In my view: Business, sport and projects for peace


By Matthew Glendinning. Editor, Together Magazine.

The event attracted hundreds of delegates from every part of the world. Their common purpose – to find ways in which the power of sport can be used to promote peace through effective projects.
Among the key issues under discussion was the role and responsibility of businesses in this process. 
While there is growing awareness of the role which corporations can play in creating the sort of positive social change which plays a role in achieving social stability and peace, we must understand that we are at the beginning of a journey and there is a long way still to travel before this understanding is universal and all businesses embrace the concept of social responsibility and push it to the top of their agendas. One has to be realistic and understand that the harsh demands of competitive commerce and the expectations of shareholders can, from time to time, overshadow a desire to contribute to society more widely.
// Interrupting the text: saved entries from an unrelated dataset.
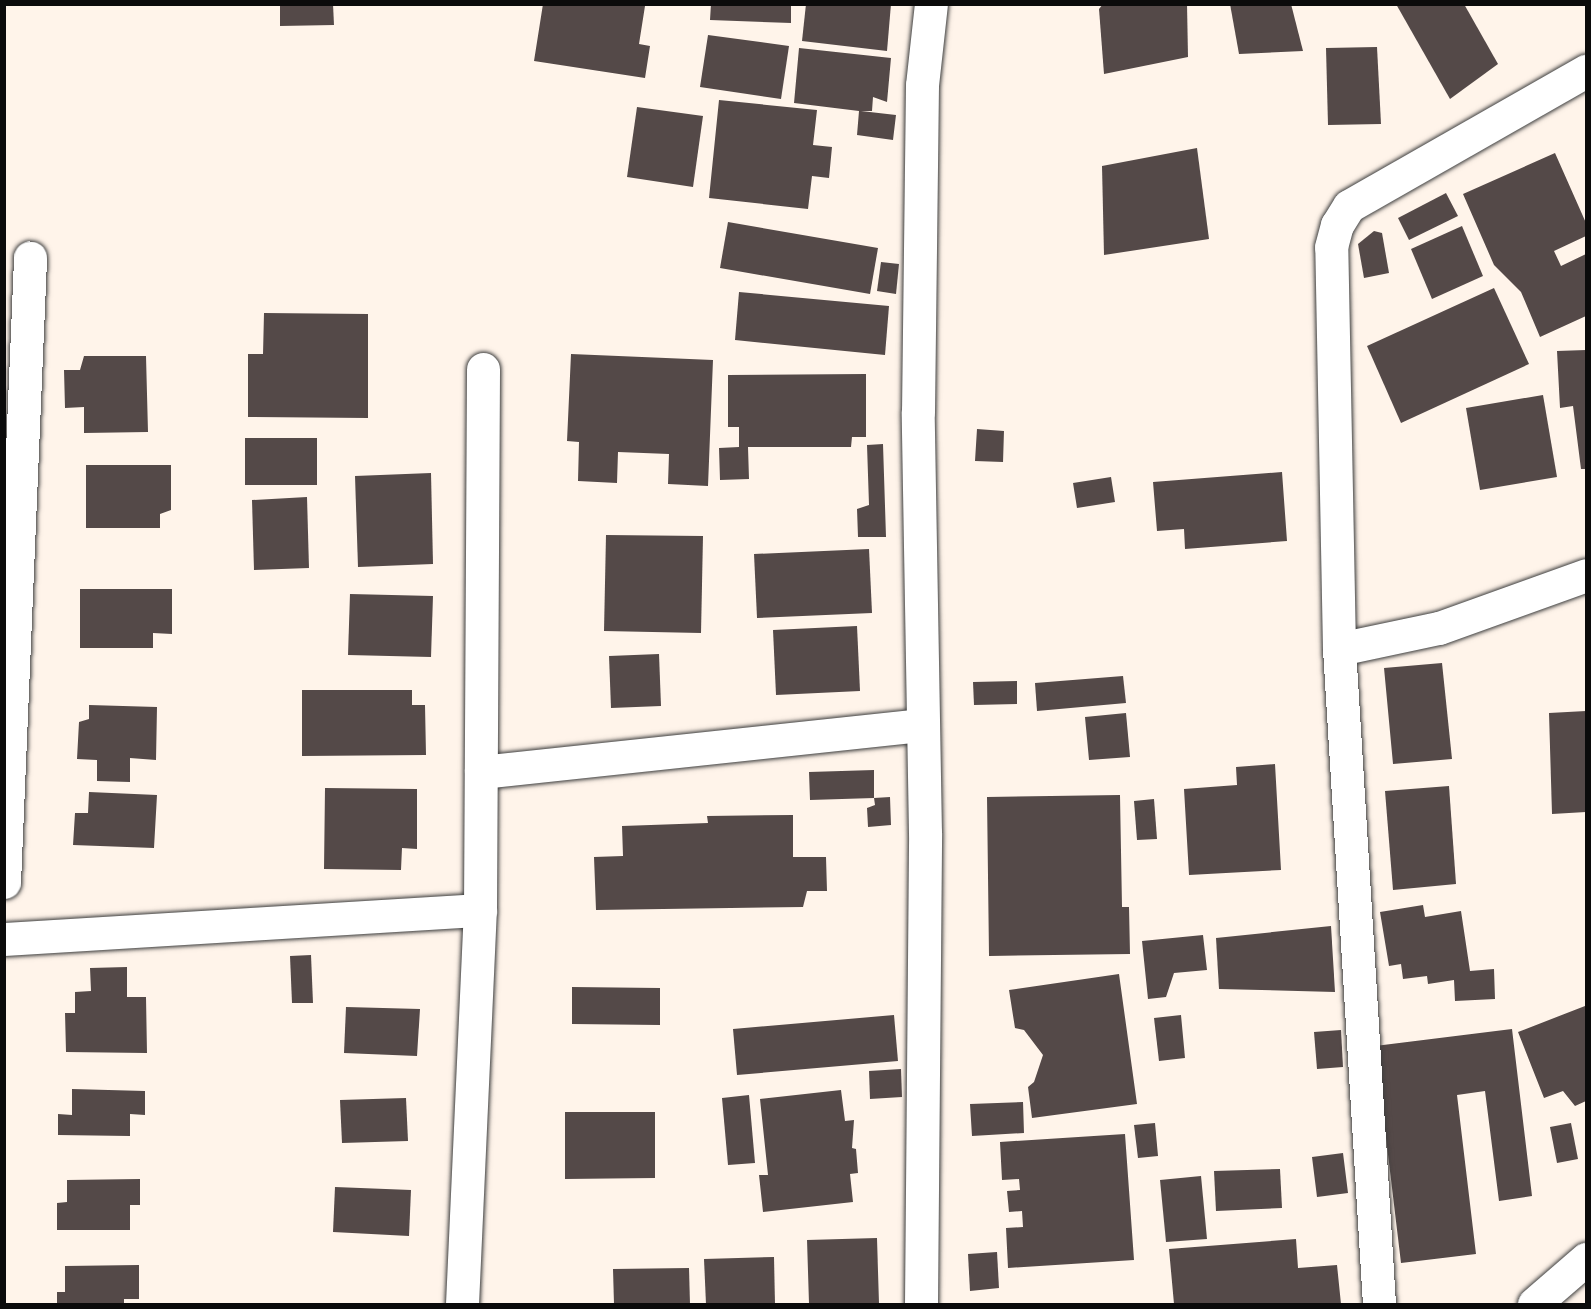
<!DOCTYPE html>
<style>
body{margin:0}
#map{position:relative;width:1591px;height:1309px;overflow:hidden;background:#fff4ea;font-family:Bitter,serif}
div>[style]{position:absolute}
.building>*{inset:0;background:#544948}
.roads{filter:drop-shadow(0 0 2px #3e3e3e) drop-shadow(0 0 2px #3e3e3e)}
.minor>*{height:33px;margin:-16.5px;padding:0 16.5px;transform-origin:16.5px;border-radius:16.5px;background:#fff}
span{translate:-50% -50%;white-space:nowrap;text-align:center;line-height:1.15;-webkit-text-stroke:6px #fff;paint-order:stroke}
.frame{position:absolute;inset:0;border:6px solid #0b0b0b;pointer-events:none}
</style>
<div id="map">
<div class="building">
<i style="clip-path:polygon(280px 4px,333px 4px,334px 25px,280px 26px)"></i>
<i style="clip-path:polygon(543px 4px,645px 6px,639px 44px,650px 46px,645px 78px,534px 61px)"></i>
<i style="clip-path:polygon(711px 4px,791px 4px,791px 23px,710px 20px)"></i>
<i style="clip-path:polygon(806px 4px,891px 4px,887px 51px,802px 41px)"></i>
<i style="clip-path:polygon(1103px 4px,1187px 4px,1188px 57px,1104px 74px,1099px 9px)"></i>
<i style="clip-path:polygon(1230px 4px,1291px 4px,1303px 51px,1239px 54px)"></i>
<i style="clip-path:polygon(1396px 4px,1464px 4px,1498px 64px,1450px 99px)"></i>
<i style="clip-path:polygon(708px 35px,789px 46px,781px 99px,700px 87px)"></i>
<i style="clip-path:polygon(1377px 47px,1381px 124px,1328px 125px,1326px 48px)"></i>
<i style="clip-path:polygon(799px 48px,891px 58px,887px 102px,873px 97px,872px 111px,861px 111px,896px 115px,893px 140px,857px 135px,859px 111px,794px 103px)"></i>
<i style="clip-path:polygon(719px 100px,817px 110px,813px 145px,832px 147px,829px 178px,812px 176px,808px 209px,709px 198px)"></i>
<i style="clip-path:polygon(637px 107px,703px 116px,693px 187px,627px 177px)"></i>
<i style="clip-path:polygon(1197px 148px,1209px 239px,1104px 255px,1102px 166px)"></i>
<i style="clip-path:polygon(1555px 153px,1586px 223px,1586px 236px,1554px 251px,1561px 266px,1586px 254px,1586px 316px,1540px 337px,1521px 292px,1494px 265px,1463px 194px)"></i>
<i style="clip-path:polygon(1446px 193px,1458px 216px,1409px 240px,1398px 218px)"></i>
<i style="clip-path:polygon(728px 222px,878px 248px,870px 294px,720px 268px)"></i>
<i style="clip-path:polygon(1462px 226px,1483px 276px,1432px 299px,1411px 249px)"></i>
<i style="clip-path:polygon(1374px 231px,1382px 233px,1389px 273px,1364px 278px,1358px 244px)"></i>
<i style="clip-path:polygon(881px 262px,899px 264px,896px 294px,877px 291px)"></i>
<i style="clip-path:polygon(1494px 288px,1529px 364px,1401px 423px,1367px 346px)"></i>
<i style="clip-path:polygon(739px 292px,889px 306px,885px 355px,735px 340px)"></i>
<i style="clip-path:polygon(264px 313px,368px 314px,368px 418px,248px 417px,248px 354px,263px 354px)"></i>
<i style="clip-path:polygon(1586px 350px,1586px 469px,1581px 469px,1573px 406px,1560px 408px,1557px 351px)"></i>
<i style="clip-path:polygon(571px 354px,713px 360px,708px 486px,668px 484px,669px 454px,618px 452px,617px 483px,578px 481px,579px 442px,567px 441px)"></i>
<i style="clip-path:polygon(84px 356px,146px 356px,148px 432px,84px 433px,84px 407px,65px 408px,64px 370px,80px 370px)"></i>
<i style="clip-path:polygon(866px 374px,866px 437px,852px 437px,851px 447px,748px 447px,749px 479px,720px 480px,719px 448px,739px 447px,739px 427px,728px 427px,728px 375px)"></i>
<i style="clip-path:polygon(1543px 395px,1557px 477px,1480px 490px,1466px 408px)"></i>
<i style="clip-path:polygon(977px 429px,1004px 431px,1003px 462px,975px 461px)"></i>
<i style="clip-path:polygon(245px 438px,317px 438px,317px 485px,245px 485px)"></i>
<i style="clip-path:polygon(883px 444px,886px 537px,858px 537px,857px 509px,869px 505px,867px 445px)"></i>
<i style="clip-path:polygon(86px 465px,171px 465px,171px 510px,160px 514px,160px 528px,86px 528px)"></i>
<i style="clip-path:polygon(1282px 472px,1287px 541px,1185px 549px,1184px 529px,1157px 531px,1153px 482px)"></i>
<i style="clip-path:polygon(431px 473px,433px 564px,358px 567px,355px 476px)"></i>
<i style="clip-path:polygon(1111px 477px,1115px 502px,1077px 508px,1073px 483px)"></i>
<i style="clip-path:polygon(307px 497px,309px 568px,254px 570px,252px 500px)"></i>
<i style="clip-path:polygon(606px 535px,703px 536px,701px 633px,604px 631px)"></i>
<i style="clip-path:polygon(869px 549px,872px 613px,757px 618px,754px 554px)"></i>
<i style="clip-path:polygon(80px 589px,172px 589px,172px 634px,153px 633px,153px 648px,80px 648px)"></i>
<i style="clip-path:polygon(350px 594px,433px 596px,431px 657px,348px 655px)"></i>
<i style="clip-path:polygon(857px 626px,860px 691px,776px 695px,773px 630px)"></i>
<i style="clip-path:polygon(659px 654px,661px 706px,611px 708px,609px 656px)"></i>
<i style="clip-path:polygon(1442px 663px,1452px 759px,1393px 764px,1384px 668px)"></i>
<i style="clip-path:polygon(1123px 676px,1126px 703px,1037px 711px,1035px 683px)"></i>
<i style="clip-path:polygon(1017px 681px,1017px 704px,974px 705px,973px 682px)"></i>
<i style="clip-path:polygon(302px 690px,412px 690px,412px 705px,425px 705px,426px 755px,302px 756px)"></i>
<i style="clip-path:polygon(89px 705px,157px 707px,156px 760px,130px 758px,130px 782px,97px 781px,97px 760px,77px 759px,79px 722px,89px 719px)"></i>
<i style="clip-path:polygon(1586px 711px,1586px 812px,1552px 814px,1549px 713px)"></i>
<i style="clip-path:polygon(1126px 713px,1130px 757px,1089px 760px,1085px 717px)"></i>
<i style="clip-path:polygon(1275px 764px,1281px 870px,1189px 875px,1184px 789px,1237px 785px,1236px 767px)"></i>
<i style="clip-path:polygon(874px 770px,874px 798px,890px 797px,891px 825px,868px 827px,867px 808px,875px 805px,874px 798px,810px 800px,809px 772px)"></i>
<i style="clip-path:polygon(1449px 786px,1456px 884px,1393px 890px,1385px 791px)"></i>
<i style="clip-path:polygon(325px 788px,417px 789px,417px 849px,402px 848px,401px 870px,324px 869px)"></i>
<i style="clip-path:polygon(89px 792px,157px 795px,154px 848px,73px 845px,75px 813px,88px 813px)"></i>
<i style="clip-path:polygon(1120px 795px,1122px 907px,1129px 907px,1130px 954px,989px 956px,987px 797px)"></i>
<i style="clip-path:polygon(1154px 799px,1157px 839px,1137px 840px,1134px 801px)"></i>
<i style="clip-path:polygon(793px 815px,793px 857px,826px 857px,827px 891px,807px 891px,803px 907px,596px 910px,594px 857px,623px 856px,622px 826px,708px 823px,707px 816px)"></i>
<i style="clip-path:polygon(1423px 905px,1425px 917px,1461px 911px,1470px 971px,1494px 969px,1495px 999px,1455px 1001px,1454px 980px,1428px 984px,1427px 976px,1403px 979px,1401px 964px,1389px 966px,1380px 912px)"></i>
<i style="clip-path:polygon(1331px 926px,1335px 992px,1219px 989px,1216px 938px)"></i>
<i style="clip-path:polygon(1203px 935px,1207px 970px,1174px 973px,1166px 997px,1148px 999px,1142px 941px)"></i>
<i style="clip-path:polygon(311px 955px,313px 1003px,292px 1003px,290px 956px)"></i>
<i style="clip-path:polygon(127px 967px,127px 997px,146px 997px,147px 1053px,66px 1052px,65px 1013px,75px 1013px,75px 992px,91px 991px,90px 968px)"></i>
<i style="clip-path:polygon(1119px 974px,1137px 1104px,1032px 1118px,1028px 1087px,1034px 1082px,1043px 1055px,1024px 1030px,1015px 1028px,1009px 990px)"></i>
<i style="clip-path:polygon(572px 987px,660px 988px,660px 1025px,572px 1024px)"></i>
<i style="clip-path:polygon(1585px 1006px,1586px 1101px,1575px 1106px,1563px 1091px,1544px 1098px,1518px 1032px)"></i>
<i style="clip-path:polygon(346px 1007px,420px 1009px,417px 1056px,344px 1053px)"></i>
<i style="clip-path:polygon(894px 1015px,898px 1061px,737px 1075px,733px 1029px)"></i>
<i style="clip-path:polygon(1181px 1015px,1185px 1058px,1159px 1061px,1154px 1018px)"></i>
<i style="clip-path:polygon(1512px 1029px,1532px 1196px,1499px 1201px,1485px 1091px,1457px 1095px,1476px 1254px,1401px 1263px,1375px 1046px)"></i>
<i style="clip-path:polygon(1341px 1030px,1343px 1067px,1317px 1069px,1314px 1032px)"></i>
<i style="clip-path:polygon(901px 1069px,902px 1097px,870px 1099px,869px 1071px)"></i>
<i style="clip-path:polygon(72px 1089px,145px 1091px,145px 1115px,130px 1114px,130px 1136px,58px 1135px,58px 1114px,72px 1115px)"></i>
<i style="clip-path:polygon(841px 1090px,845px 1121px,854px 1120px,852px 1148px,856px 1149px,858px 1173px,850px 1174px,853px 1202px,763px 1212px,759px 1175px,768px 1175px,760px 1099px)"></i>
<i style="clip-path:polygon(749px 1095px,755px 1163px,728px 1165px,722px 1098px)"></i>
<i style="clip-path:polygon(406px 1098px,408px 1141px,342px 1143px,340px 1100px)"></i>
<i style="clip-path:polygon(1023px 1102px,1024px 1133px,972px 1136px,970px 1104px)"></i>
<i style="clip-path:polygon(565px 1112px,655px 1112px,655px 1178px,565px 1179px)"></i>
<i style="clip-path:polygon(1155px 1123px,1158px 1156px,1138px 1158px,1134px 1125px)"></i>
<i style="clip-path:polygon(1571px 1123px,1578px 1159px,1557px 1163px,1550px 1127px)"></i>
<i style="clip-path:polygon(1125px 1134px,1134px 1260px,1008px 1268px,1006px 1228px,1023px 1227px,1022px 1211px,1009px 1212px,1007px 1191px,1020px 1190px,1019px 1179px,1002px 1180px,1000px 1142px)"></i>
<i style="clip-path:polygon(1343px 1153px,1348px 1193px,1317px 1197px,1312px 1157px)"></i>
<i style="clip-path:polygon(1280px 1169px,1282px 1208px,1216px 1211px,1214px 1171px)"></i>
<i style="clip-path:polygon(1201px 1176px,1207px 1239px,1166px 1242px,1160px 1180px)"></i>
<i style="clip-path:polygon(140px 1179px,140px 1205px,130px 1205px,130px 1230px,57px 1230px,57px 1203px,67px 1202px,67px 1180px)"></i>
<i style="clip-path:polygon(335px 1187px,411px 1190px,409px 1236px,333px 1232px)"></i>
<i style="clip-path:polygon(877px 1238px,879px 1304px,809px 1304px,807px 1240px)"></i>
<i style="clip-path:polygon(1296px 1239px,1298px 1268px,1337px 1265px,1341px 1304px,1174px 1304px,1169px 1249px)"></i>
<i style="clip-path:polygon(997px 1252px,999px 1288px,970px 1291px,968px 1254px)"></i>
<i style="clip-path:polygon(774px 1257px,775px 1304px,706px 1304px,704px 1259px)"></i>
<i style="clip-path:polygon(139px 1265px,139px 1299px,124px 1299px,124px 1304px,57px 1304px,57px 1292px,65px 1292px,65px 1266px)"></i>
<i style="clip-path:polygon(689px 1268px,690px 1304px,614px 1304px,613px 1269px)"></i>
</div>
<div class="roads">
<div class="minor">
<i style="left:1339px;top:649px;width:102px;rotate:-11.9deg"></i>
<i style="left:1439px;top:628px;width:156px;rotate:-19.8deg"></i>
<i style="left:481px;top:772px;width:444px;rotate:-6.1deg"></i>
<i style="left:4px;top:882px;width:625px;rotate:-87.61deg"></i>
<i style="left:4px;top:939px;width:477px;rotate:-3.5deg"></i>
<i style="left:462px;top:1304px;width:394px;rotate:-87.4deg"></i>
<i style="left:480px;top:910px;width:541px;rotate:-89.68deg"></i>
<i style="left:921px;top:1304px;width:471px;rotate:-89.5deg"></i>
<i style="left:925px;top:833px;width:421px;rotate:-91deg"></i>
<i style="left:918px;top:412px;width:327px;rotate:-89.3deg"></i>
<i style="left:922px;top:85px;width:81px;rotate:-83.7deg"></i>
<i style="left:1379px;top:1304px;width:656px;rotate:-93.49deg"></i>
<i style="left:1339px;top:649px;width:402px;rotate:-91.1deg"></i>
<i style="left:1331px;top:247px;width:23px;rotate:-75deg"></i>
<i style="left:1337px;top:225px;width:22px;rotate:-58deg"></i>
<i style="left:1349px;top:206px;width:273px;rotate:-29.7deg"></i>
<i style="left:1534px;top:1304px;width:69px;rotate:-40.9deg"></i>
</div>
</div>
<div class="frame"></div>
</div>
There is no one size fits all answer here. Some corporations have funds and foundations which enable them to support projects which have no obvious connection to their commercial activities while others become enthusiastically involved in schemes which are closer to their target audiences
The key to enhancing this complex relationship is knowledge and understanding of the links between social responsibility and commercial performance. For example, great brands are universal and recognize few if any divides.  Great brands enjoy respect and access and a universality they share with sport.  Our task is to harness the power of these brands to that of sport to engage individuals and communities to create understanding and change attitudes.
The world is changing and the expectations of consumers are changing Increasingly they want to choose brands which are seen to be making a contribution to society, whether that is through the environment  or the creation of peace and social stability by creating opportunities for the disenfranchised and creating better understanding and tolerance among warring groups and individuals.
We may be some years from the end game but experts believe that purchase decisions will ultimately be made not simply on traditional brand attributes of consistency, quality and price but on the basis of its social credentials as well. Once social considerations become as much as part of the competitive process as packaging and price, it will be in the commercial interests of every brand and its owners to engage fully.  In this way, commercial imperatives will have a positive social impact and those who move first will have a commercial advantage.
Sport has a unique place in the lives of individuals and communities around the world.  Sports is about striving and challenging in the pursuit of success but it is also about understanding, respect and working together. The challenge facing sport is to educate the global brand community that it is in its own interests as well as those of communities and counties throughout the world, to join forces with sport and use this unique combined access and influence to create a dynamo for social change sustainable peace.